Une fois extraites, ces cellules ont été ensemencées dans une matrice de collagène liquide amené ensuite à polymérisation, incluant ainsi les cellules dans l'épaisseur du matériau gélifié. Suivant une autre procédure décrite par Brown et ses collaborateurs en 2005, les auteurs ont alors soumis la matrice collagénique cellularisée à une étape de compression plastique (fig. 1), afin d'éliminer la majeure partie de la phase liquide de la matrice (Brown et al., 2005). Cette étape d'élimination irréversible de 90 % de la phase hydrique a permis d'atteindre une densité fibrillaire biomimétique de l'ostéoïde, de la cémentoïde ou de la prédentine, tissus au contact desquels les cellules ostéo-cémento-odontogéniques réalisent naturellement leur différenciation.
Les cellules incluses dans la matrice collagénique compressée ont montré au cours du temps un engagement dans la voie de différenciation ostéo-odontogénique (fig. 2 et 4). Ceci a été vérifié par imagerie confocale, ainsi que par l'activité de la phosphatase alcaline et la sécrétion de matrices régulatrices de la minéralisation comme l'ostéopontine ou la dentin matrix protein 1.

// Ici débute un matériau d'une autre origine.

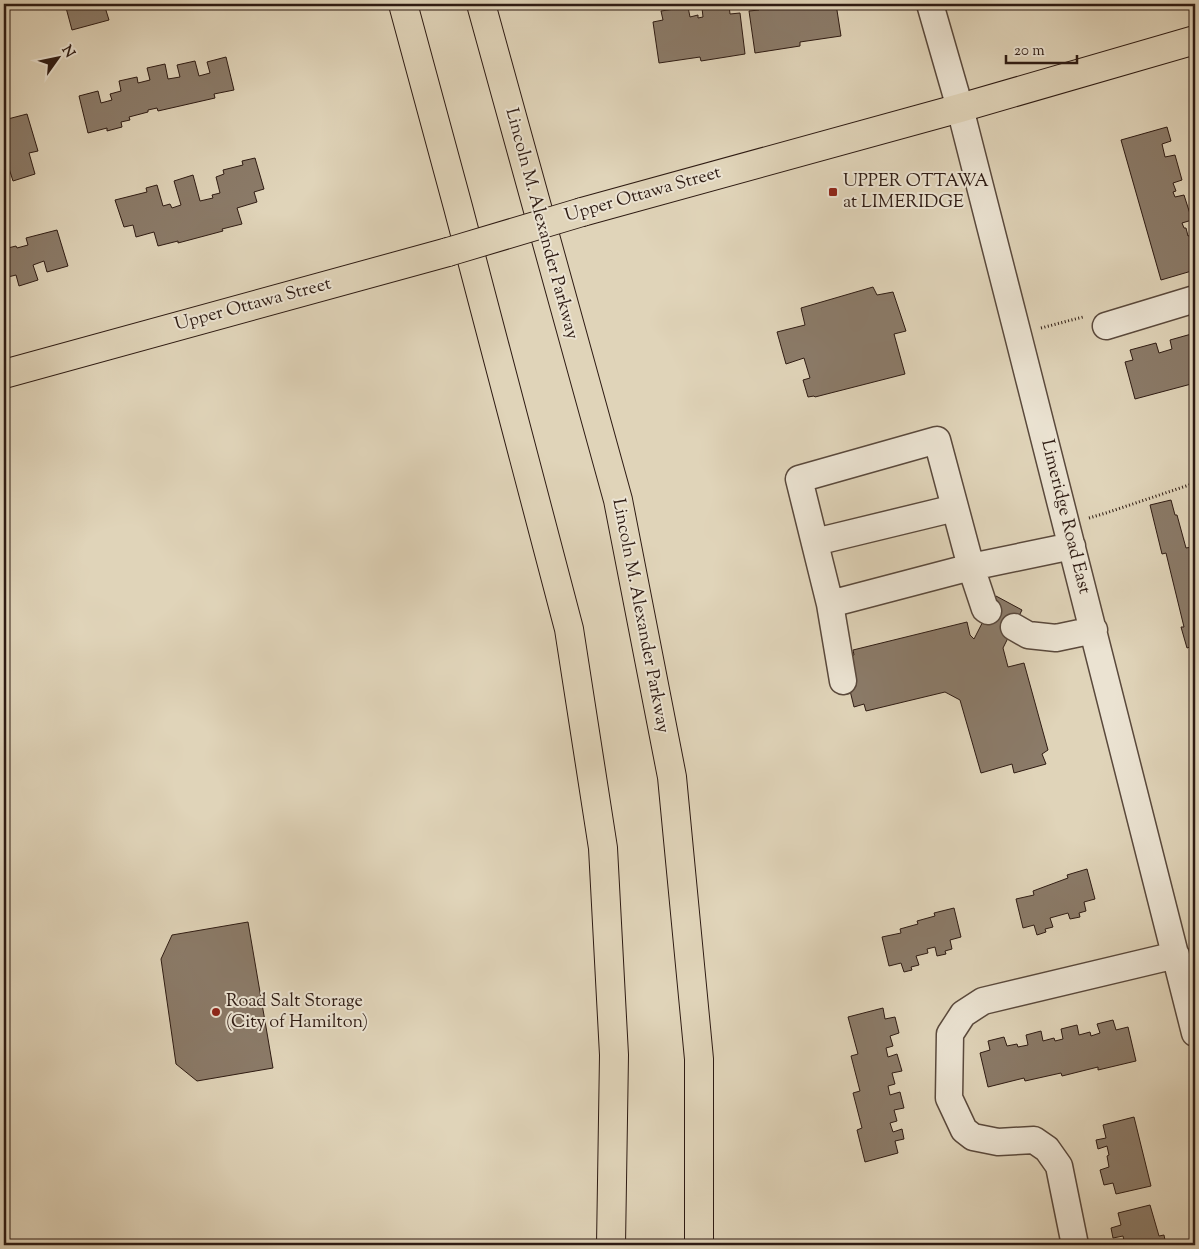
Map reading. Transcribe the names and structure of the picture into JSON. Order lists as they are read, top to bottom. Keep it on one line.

Concernant la phase minérale (fig. 3 et 4), les techniques d'imagerie ultrastructurale par microscopies électroniques à transmission et à balayage ont mis en évidence la présence de minéraux intimement liés aux fibrilles de collagène et l'absence de calcifications nécrotiques des cellules ou de minéralisation ectopique. Une technique d'identification des éléments chimiques par analyse dispersive en énergie (EDX) a montré la présence de phosphore et de calcium dans ces minéraux, et une analyse moléculaire par spectroscopie infrarouge à transformée de Fourier (ATR-FTIR) a mis en évidence la présence de phosphate et de carbonate dans ces minéraux. Enfin, la quantification des phases minérales de la matrice a montré une augmentation du calcium et du phosphate. Dès lors, les éléments étaient présents pour affirmer la présence d'une apatite carbonatée cristalline liée aux fibrilles de collagène, donc d'apatite biologique. Cette phase minérale physiologique était déposée au cours du temps par les cellules en différenciation ostéo/odontogénique. Ce modèle de minéralisation humaine in vitro peut être utilisé pour étudier l'expression moléculaire et la phase minérale obtenues après différenciation de cellules atteintes de mutations génétiques comme la mutation de PHEX. Il permet surtout de contrôler les multiples paramètres du métabolisme phosphocalcique qui interfèrent in vivo avec l'étude de la minéralisation locale. Cette étude est réalisée en utilisant des cellules primaires humaines de la pulpe dentaire de patients sains, et pourra être étendue à l'utilisation de cellules de la même origine issues de patients atteints de rachitisme hypophosphatémique lié à l'X, ou d'autres pathologies génétiques affectant les tissus minéralisés.